Double checked locking pattern article on aristeia
There is something in this article that puzzles me
http://www.aristeia.com/Papers/DDJ_Jul_Aug_2004_revised.pdf
The article says the following code may not work correctly in a
multi-threaded environment for two reasons. The code has volatile all
over the place to prevent the compiler from re-ordering code.

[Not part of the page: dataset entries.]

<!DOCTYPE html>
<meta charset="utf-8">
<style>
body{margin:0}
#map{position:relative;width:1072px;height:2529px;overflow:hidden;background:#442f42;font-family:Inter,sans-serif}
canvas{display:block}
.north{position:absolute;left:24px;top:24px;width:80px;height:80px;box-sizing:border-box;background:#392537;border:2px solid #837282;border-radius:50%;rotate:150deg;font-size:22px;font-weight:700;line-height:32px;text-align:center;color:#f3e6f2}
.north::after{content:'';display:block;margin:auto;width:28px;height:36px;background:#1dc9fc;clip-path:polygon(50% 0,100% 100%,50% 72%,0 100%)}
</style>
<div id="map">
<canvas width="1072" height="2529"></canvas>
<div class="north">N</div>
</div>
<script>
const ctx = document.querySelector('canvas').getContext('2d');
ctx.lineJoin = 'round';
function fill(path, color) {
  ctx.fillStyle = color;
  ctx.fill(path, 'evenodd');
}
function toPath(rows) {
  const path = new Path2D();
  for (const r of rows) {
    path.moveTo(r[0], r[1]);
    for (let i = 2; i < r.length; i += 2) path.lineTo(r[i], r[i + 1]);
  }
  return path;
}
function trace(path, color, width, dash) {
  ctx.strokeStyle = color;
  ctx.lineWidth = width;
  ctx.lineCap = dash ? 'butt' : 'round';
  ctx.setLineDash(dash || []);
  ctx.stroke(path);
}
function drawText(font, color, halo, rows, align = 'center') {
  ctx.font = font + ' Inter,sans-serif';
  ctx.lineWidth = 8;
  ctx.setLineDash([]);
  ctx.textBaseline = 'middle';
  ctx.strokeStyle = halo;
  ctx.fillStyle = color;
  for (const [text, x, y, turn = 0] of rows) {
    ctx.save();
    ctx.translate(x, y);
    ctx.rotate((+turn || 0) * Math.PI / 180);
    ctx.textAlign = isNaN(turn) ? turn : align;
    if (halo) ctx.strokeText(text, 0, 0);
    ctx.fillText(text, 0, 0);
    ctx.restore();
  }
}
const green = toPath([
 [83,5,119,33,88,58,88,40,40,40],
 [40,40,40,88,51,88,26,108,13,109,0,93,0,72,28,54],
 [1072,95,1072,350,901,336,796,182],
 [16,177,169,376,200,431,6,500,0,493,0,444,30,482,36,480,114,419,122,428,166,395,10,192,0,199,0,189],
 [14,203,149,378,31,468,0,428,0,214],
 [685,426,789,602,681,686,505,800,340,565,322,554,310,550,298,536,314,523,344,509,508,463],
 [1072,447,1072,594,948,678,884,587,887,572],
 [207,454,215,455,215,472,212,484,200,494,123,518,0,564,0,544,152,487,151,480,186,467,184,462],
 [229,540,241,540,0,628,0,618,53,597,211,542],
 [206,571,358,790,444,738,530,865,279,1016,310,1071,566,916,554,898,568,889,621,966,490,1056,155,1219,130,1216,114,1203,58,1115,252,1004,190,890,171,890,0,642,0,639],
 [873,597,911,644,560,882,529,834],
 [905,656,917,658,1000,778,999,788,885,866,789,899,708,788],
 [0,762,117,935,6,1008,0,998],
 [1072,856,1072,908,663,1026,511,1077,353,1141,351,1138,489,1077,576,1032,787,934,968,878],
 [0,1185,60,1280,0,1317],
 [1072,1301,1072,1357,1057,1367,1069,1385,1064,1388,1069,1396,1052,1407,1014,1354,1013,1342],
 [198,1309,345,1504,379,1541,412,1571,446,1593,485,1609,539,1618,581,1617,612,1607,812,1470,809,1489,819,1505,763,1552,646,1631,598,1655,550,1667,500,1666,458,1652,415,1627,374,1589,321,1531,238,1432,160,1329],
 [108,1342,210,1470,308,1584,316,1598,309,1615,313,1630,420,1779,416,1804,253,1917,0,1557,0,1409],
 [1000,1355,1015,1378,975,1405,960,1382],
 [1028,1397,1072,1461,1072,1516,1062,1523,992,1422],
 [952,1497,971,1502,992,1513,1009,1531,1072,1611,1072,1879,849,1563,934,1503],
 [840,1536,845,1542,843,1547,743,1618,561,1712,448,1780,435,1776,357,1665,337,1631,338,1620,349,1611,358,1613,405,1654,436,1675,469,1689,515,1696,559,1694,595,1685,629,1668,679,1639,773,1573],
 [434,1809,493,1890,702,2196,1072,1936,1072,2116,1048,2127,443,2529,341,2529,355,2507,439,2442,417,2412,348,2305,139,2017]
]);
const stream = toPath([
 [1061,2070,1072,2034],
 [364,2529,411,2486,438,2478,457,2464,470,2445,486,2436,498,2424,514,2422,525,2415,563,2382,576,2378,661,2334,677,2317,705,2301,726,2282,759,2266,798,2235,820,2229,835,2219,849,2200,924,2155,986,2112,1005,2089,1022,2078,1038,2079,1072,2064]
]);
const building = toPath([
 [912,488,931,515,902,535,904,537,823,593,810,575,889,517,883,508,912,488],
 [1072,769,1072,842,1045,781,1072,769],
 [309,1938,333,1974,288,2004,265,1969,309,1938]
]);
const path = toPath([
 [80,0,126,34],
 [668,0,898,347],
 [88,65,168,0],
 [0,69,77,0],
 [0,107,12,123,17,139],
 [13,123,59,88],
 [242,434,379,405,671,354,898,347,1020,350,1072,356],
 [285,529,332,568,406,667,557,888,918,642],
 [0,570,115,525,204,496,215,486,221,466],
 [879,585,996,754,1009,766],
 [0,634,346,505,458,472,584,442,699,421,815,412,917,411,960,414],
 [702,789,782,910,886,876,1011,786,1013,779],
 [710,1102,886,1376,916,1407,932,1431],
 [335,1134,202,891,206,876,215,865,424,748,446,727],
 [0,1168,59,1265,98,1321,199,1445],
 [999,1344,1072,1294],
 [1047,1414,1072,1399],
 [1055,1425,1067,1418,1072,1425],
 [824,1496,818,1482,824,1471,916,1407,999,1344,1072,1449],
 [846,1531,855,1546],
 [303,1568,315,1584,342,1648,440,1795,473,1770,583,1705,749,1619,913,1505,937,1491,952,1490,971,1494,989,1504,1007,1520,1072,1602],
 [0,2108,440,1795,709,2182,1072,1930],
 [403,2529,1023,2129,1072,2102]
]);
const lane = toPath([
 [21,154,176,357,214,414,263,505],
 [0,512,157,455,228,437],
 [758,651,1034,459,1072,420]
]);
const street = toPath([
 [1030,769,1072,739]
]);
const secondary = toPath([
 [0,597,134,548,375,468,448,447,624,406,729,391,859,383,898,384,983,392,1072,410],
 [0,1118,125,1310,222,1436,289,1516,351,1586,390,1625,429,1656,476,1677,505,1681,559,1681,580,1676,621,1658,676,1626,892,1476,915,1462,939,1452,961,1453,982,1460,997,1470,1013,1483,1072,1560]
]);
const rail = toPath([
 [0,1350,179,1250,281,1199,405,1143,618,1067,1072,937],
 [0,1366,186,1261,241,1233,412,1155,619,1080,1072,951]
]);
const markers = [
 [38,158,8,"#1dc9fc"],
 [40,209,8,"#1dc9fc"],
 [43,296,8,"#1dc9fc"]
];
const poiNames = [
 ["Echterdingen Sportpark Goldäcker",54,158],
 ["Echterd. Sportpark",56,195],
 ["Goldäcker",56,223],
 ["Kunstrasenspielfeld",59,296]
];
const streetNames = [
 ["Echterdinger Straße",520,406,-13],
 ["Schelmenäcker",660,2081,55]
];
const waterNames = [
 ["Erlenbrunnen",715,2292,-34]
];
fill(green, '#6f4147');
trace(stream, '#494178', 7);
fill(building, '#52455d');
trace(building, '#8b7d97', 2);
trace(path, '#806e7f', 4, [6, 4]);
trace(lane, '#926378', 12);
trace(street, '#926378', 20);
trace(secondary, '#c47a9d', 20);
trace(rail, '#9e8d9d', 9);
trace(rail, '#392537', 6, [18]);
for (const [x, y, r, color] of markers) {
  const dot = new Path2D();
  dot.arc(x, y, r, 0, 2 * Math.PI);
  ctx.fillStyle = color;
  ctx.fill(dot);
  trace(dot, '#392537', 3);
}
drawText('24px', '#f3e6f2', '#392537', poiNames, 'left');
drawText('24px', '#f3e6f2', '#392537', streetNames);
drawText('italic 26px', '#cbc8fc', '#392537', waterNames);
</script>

The
idea is to avoid acquiring the (expensive) Lock every time you need to
access the singleton.
class Singleton {
public:
static volatile Singleton* volatile instance();
//...
private:
//
static volatile Singleton* volatile pInstance;
};
// from the implementation file
volatile Singleton* volatile Singleton::pInstance = 0;
volatile Singleton* volatile Singleton::instance() {
if (pInstance == 0) {
Lock lock;
if (pInstance == 0) {
volatile Singleton* volatile temp =
new volatile Singleton;
pInstance = temp;
}
}
return pInstance;
}
The first reason given for why this code may fail in a multi-threaded
environment is given on page 10
<quote>
First, the Standard?s constraints on observable behavior are only for
an abstract machine defined by the Standard, and that abstract machine
has no notion of multiple threads of execution. As a result, though
the Standard prevents compilers from reordering reads and writes to
volatile data within a thread, it imposes no constraints at all on
such reorderings across threads. At least that?s how most compiler
implementers interpret things. As a result, in practice, many
compilers may generate thread-unsafe code from the source above.
<end quote>
I can't figure out what the above quoted text is getting at. Can
anyone explain? What does "re-ordering across threads" mean?